Protocol Action: 'Right-to-left scripts for IDNA' to Proposed Standard

Shawn Steele Shawn.Steele at microsoft.com
Mon Feb 15 08:28:27 CET 2010


These types of things are why I think "we" (IETF or someone) needs REAL usability testing, rather than merely the conjecture of some (possibly biased) engineers.  I'm getting hints, from user feedback, that what the users expect and some of the various ideas around BIDI display of names don't align.  But those should be verified by experts in usability testing (which isn't me).

-Shawn

________________________________________
From: Patrik Fältström [patrik at frobbit.se]
Sent: Sunday, February 14, 2010 12:39 PM
To: Vint Cerf
Cc: Mark Davis ☕; Abdulrahman I. ALGhadir; Shawn Steele; Aharon (Vladimir) Lanin; Michel Suignard; idna-update at alvestrand.no; Slim Amamou
Subject: Re: Protocol Action: 'Right-to-left scripts for IDNA' to Proposed Standard

[A note I wrote, and rewrote a few times, because people have sent so much information on the mailing list ;-) ]

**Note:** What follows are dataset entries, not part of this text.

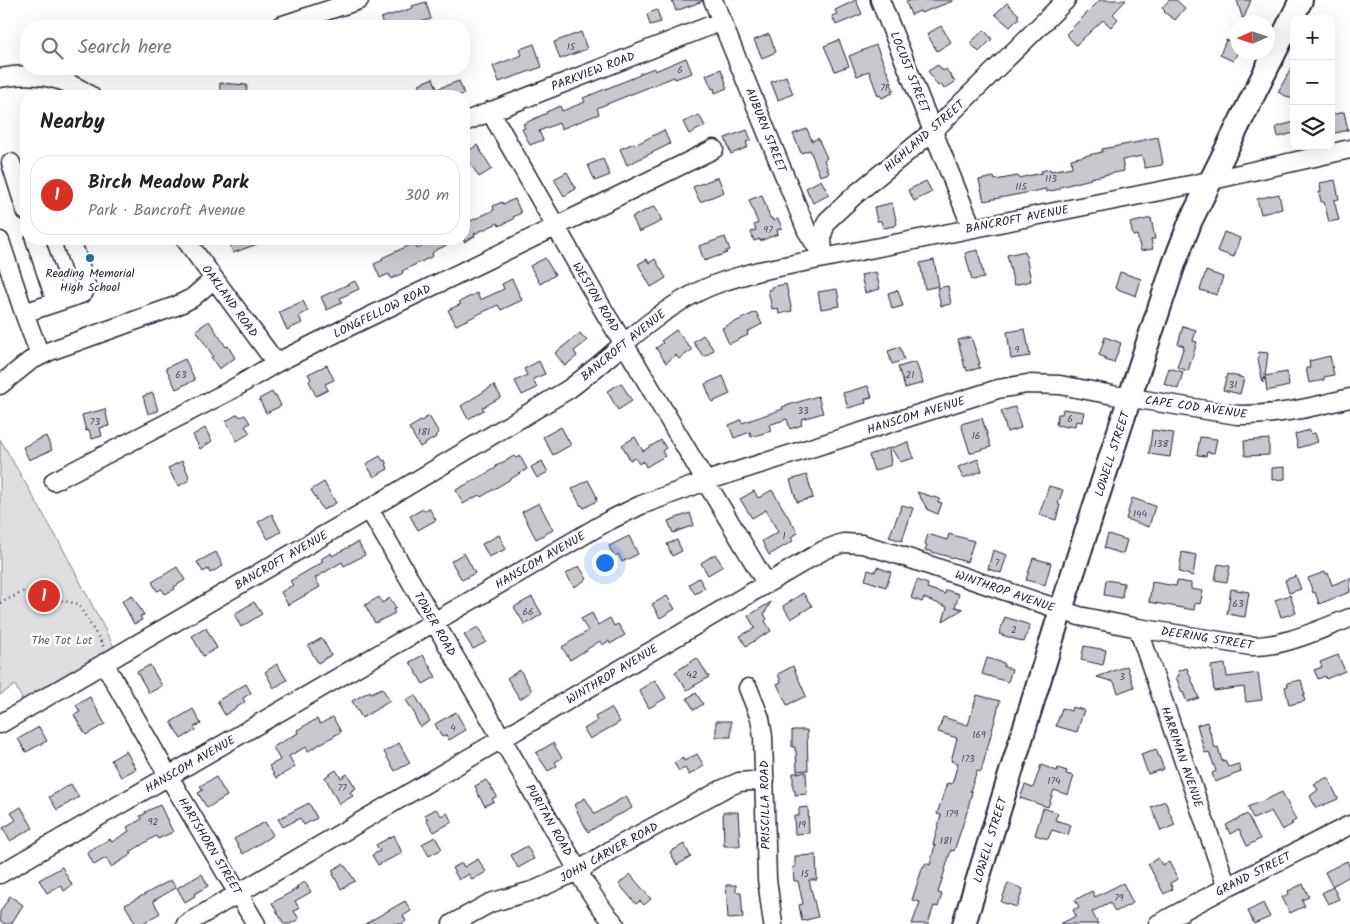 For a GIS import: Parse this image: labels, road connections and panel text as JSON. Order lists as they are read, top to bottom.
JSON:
{
  "streets": {
    "main road": ["LOWELL STREET"],
    "street": [
      "PARKVIEW ROAD",
      "LOCUST STREET",
      "AUBURN STREET",
      "HIGHLAND STREET",
      "BANCROFT AVENUE",
      "WESTON ROAD",
      "OAKLAND ROAD",
      "LONGFELLOW ROAD",
      "CAPE COD AVENUE",
      "HANSCOM AVENUE",
      "WINTHROP AVENUE",
      "TOWER ROAD",
      "DEERING STREET",
      "HARRIMAN AVENUE",
      "PRISCILLA ROAD",
      "PURITAN ROAD",
      "HARTSHORN STREET",
      "JOHN CARVER ROAD",
      "GRAND STREET"
    ]
  },
  "crossings": [
    ["PARKVIEW ROAD", "AUBURN STREET"],
    ["PARKVIEW ROAD", "WESTON ROAD"],
    ["LOCUST STREET", "HIGHLAND STREET"],
    ["LOCUST STREET", "BANCROFT AVENUE"],
    ["AUBURN STREET", "HIGHLAND STREET"],
    ["AUBURN STREET", "BANCROFT AVENUE"],
    ["HIGHLAND STREET", "BANCROFT AVENUE"],
    ["BANCROFT AVENUE", "WESTON ROAD"],
    ["BANCROFT AVENUE", "LOWELL STREET"],
    ["BANCROFT AVENUE", "TOWER ROAD"],
    ["BANCROFT AVENUE", "HARTSHORN STREET"],
    ["WESTON ROAD", "LONGFELLOW ROAD"],
    ["WESTON ROAD", "HANSCOM AVENUE"],
    ["WESTON ROAD", "WINTHROP AVENUE"],
    ["OAKLAND ROAD", "LONGFELLOW ROAD"],
    ["CAPE COD AVENUE", "HANSCOM AVENUE"],
    ["CAPE COD AVENUE", "LOWELL STREET"],
    ["HANSCOM AVENUE", "LOWELL STREET"],
    ["HANSCOM AVENUE", "TOWER ROAD"],
    ["HANSCOM AVENUE", "HARTSHORN STREET"],
    ["LOWELL STREET", "WINTHROP AVENUE"],
    ["LOWELL STREET", "DEERING STREET"],
    ["WINTHROP AVENUE", "TOWER ROAD"],
    ["WINTHROP AVENUE", "DEERING STREET"],
    ["WINTHROP AVENUE", "PURITAN ROAD"],
    ["WINTHROP AVENUE", "HARTSHORN STREET"],
    ["TOWER ROAD", "PURITAN ROAD"],
    ["DEERING STREET", "HARRIMAN AVENUE"],
    ["HARRIMAN AVENUE", "GRAND STREET"],
    ["PRISCILLA ROAD", "JOHN CARVER ROAD"],
    ["PURITAN ROAD", "JOHN CARVER ROAD"]
  ],
  "parks": ["The Tot Lot"],
  "places": ["Reading Memorial High School"],
  "house_numbers": [
    "15",
    "6",
    "71",
    "113",
    "115",
    "97",
    "9",
    "63",
    "21",
    "31",
    "33",
    "6",
    "73",
    "181",
    "16",
    "138",
    "144",
    "1",
    "7",
    "63",
    "66",
    "2",
    "42",
    "3",
    "4",
    "169",
    "173",
    "174",
    "77",
    "179",
    "92",
    "19",
    "181",
    "15",
    "79"
  ],
  "north": "left",
  "page": {
    "map_buttons": ["+", "−"],
    "search": "Search here",
    "heading": "Nearby",
    "list": [
      {
        "mark": "1",
        "name": "Birch Meadow Park",
        "note": "Park · Bancroft Avenue",
        "value": "300 m"
      }
    ],
    "pins": "1"
  }
}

I also would like to thank Mark for this summary.

What we have to remember that the most important thing is to ensure that we all agree on what the logical order is for the various characters in a domain name. What order the characters are passed around in a protocol where we need interoperability.

We do have experience with issues with the byte order, and what is described in the bidi document is that we do pass around all domain names in one and only one order.

The question is then how to display them.

And if one mix the directionality (as Mark explain specifically might happen for example in a URI), specifically in an overall different directionality environment, weird things *WILL* happen.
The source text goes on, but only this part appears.